*** Opening MATERIAL TO PROCESS ***

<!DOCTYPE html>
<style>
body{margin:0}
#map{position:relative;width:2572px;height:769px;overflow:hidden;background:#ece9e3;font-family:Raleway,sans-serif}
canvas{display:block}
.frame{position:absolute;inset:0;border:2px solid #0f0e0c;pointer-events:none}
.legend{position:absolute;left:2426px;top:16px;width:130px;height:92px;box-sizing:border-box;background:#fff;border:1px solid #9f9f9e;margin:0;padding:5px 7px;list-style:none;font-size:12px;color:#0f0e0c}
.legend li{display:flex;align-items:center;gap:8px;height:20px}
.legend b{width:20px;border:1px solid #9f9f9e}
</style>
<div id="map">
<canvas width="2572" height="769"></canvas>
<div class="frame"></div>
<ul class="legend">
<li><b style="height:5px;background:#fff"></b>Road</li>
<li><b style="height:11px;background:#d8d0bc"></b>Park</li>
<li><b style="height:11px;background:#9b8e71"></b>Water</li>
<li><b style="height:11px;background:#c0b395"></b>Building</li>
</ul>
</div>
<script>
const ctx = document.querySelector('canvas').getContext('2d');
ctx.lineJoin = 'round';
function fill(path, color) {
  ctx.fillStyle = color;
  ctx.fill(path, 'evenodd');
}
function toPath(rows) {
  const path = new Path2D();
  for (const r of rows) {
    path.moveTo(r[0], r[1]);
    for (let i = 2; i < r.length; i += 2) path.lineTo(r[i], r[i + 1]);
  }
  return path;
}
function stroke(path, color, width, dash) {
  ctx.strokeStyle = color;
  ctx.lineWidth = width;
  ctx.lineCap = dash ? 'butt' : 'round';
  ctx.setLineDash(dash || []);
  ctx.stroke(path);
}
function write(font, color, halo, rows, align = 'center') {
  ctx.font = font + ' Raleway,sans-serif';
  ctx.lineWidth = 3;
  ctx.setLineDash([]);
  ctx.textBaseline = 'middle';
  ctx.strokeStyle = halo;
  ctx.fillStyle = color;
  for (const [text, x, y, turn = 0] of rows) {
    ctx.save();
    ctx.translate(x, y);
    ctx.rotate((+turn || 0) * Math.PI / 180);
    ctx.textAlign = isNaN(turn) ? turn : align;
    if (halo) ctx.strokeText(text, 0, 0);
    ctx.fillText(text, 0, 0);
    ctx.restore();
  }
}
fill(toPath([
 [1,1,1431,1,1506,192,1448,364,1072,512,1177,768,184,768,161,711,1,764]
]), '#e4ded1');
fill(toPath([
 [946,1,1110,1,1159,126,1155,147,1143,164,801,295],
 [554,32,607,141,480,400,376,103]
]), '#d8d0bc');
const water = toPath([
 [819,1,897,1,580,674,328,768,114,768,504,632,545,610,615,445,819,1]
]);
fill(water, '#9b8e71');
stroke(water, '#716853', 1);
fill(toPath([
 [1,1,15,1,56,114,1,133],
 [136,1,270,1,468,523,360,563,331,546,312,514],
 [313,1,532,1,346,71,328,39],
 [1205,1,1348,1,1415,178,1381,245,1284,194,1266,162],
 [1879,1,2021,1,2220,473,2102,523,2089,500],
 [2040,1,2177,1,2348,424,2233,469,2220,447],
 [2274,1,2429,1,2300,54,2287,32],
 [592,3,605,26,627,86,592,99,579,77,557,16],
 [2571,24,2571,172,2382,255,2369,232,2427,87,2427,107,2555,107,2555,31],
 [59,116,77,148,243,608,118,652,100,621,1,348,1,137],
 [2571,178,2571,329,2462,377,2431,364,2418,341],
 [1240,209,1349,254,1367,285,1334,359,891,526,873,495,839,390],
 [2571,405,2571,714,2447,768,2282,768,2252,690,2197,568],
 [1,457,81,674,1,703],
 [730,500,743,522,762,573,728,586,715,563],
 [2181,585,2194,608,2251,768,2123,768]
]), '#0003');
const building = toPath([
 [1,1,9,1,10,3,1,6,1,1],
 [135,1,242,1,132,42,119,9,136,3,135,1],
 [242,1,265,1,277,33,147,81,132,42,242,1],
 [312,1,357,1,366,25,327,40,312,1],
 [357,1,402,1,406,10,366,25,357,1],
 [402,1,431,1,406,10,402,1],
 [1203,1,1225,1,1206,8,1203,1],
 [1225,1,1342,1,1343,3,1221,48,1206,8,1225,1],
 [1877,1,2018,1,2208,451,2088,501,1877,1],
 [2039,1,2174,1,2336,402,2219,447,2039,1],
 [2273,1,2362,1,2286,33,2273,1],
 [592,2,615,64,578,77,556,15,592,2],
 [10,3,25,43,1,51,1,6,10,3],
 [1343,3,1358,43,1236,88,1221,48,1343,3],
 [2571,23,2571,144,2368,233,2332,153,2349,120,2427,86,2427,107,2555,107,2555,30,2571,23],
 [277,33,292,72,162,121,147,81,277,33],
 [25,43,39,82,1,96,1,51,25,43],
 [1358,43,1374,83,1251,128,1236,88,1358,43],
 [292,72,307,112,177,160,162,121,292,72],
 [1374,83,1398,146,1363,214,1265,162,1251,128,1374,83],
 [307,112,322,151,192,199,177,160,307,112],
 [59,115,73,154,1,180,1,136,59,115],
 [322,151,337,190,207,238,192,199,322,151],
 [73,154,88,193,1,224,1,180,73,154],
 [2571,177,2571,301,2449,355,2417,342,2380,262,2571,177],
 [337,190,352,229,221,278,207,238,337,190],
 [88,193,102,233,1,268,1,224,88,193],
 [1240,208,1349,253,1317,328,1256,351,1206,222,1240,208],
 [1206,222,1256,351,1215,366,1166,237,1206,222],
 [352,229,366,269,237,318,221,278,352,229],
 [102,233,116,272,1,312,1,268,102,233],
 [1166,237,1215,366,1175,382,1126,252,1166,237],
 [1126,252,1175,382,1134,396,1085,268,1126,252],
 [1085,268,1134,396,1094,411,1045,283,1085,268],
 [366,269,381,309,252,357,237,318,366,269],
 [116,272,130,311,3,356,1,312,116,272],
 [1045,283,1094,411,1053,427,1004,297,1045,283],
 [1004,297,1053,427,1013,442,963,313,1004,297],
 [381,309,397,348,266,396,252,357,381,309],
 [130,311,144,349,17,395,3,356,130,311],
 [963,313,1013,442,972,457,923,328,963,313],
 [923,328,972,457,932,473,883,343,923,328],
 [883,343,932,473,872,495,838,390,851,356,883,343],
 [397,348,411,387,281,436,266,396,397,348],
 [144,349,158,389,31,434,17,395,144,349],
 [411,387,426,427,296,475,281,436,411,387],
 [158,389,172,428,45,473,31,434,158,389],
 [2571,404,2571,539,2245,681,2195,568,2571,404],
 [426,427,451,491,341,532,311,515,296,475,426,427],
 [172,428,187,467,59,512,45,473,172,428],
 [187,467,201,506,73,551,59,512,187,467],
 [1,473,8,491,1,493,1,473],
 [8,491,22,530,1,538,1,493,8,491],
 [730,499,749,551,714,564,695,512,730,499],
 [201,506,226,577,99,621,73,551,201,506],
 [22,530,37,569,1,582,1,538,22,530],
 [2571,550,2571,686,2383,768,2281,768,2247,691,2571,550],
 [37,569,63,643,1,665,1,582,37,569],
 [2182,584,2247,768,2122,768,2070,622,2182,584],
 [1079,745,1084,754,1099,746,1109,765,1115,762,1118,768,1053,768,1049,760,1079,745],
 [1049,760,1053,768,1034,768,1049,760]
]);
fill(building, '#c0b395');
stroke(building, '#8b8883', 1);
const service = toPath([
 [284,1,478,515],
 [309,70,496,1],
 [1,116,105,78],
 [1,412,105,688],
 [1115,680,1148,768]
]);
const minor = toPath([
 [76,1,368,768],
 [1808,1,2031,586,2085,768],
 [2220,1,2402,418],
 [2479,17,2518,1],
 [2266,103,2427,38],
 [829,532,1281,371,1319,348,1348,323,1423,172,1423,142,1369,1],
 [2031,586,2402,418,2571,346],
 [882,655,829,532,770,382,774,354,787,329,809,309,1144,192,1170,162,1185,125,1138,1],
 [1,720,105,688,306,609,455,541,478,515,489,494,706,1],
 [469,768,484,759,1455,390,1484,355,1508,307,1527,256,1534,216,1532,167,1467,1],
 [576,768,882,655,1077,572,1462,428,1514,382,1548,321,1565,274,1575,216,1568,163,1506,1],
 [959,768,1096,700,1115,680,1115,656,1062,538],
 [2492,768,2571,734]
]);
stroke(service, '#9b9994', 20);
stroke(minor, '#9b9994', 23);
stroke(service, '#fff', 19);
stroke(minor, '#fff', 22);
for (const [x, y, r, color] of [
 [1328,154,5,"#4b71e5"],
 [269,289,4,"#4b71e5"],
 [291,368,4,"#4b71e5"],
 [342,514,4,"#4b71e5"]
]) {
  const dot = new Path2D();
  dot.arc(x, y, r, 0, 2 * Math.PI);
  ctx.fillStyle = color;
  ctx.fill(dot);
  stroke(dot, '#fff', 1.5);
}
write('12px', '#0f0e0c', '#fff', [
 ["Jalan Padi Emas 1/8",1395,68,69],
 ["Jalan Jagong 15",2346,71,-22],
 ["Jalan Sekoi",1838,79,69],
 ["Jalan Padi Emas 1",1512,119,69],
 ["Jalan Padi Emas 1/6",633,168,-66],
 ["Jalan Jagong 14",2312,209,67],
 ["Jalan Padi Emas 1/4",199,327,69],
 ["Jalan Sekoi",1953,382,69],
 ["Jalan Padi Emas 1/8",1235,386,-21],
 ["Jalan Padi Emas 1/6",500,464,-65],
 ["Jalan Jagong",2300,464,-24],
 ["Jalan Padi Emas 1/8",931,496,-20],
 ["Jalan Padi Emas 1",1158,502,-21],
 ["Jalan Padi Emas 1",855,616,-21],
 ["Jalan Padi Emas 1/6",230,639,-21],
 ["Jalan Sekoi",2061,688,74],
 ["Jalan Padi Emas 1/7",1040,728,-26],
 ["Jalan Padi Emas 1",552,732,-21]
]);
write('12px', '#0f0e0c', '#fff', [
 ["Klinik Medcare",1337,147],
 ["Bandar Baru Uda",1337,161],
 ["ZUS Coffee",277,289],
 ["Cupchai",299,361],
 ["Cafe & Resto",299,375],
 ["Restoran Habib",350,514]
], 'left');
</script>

*** Closing MATERIAL TO PROCESS ***

### WHAT YOU HAVE TO DO
Whenever "display" occurs in a line of the entries, copy that line.

### SOLUTION BELOW
canvas{display:block}
.legend li{display:flex;align-items:center;gap:8px;height:20px}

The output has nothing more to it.